The first point of analysis is with regard to the naming/addressing schemes used by TCP/IP and the new CCNx protocol. For some background: internet-scale TCP/IP relies upon the Domain Name System (DNS) to locate the IP addresses of the machines specified by root domain names. For example, a DNS lookup on the domain name
www.google.com resolves to the IP address
184.108.40.206 (among many others). Requests for the search results for the string "DNS," accessible with the URI
https://www.google.com/search?q=DNS, are acquired via a domain lookup and the following URI:
https://220.127.116.11/search?q=DNS. This highlights a core design difference of the TCP/IP system when compared to CCNx: names refer to content at locations rather than just content. DNS is an extraneous layer placed upon TCP/IP to allow for the human cognition of machine locations (or addresses), which (according to Jacobson) is going out of style.
As an internet-using society, we care more about access to content rather than access to locations. Therefore, the CCNx paradigm of binding names to individual pieces of content seems to be more in line with today's Internet.

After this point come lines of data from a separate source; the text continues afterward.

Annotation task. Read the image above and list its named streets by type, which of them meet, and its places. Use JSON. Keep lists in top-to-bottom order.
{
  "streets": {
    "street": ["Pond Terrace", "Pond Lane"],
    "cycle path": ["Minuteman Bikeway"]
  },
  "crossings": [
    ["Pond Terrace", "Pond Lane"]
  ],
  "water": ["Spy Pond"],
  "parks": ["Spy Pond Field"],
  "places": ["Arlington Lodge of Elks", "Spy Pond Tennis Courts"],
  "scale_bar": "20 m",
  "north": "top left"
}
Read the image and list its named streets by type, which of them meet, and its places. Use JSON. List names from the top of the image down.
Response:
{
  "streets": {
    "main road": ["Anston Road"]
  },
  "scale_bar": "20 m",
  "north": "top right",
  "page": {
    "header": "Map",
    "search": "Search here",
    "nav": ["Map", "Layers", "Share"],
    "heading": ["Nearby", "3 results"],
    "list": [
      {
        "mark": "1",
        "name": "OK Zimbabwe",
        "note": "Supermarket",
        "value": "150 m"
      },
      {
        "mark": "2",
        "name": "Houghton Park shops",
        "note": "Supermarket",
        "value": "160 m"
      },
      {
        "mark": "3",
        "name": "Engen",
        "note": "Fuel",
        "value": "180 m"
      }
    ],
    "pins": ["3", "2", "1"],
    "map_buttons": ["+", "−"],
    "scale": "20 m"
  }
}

In addition, there are several significant downsides to the URI system upon which our current web is based. Though its hierarchical nature is convenient for exploring the web (i.e. it is possible to "guess" with certain accuracy the names of content given a hierarchical content structure), it is severely limited as a text-based system. In order to name every piece of content, CCNx allows for any binary data to be a name. This means that a CCNx can serve as a sort of distributed key-value store around the internet, where applications can use the network for any purpose they would like (not just content hosting). This is an example of the tradeoffs seen in the COMP150-IDS principle "Text vs. Binary Formats". Specifically, a CCNx name is more compact and expressive than its URI counterpart, but is considerably more difficult for a human to remember and use, and encoding becomes an issue.
The downside of binary, non-hierarchical naming is that CCNx applications bear the burden of creating a logical naming hierarchy for the data that they use/produce. This is in contrast to URIs, which have a built-in enforcement of a data hierarchy. Because so much data is hierarchical or has relationships to other kinds of data, it is convenient to have the protocol have direct support for this structure. However, the CCNx specification strongly advocates for the construction of standards to be used in conjunction with the open binary naming system to impose intelligent structure on the data.
Despite these differences, both the TCP/IP-DNS architecture and the CCNx architecture respect the COMP150-IDS principle of "Name Everything." Namely, all objects in both systems receive a name. However, the CCNx architecture allows for a name which is independent of the location of the content. This provides considerable advantages when comparing the network architecture of today's system to CCNx, a topic we explore next.
Like TCP/IP, the CCNx architecture is built upon the COMP150-IDS principle "Keep It Simple Stupid." One could successfully argue that CCNx is even simpler than TCP/IP. Since CCNx has only 2 types of packets (no acknowledgements) and can take advantage of existing solutions (originally created for multicast/broadcast systems) which suppress repeat
Content messages in the network, the individual nodes are precisely as complicated as the logic necessary to handle those two packet types.
Frankly, the decision to use DNS to map domain names to IP addresses in our current architecture stands in violation of one of the Modularity/layering principle: the use of DNS to map application-level requests (URIs referring to machines and the content that resides on them) to transport-level addresses (IP addresses) disrupts the abstraction between the layers. The CCNx system, as it is currently specified, clearly differentiates itself as a layer above the transport layer, which means that any underlying transport implementation may be used.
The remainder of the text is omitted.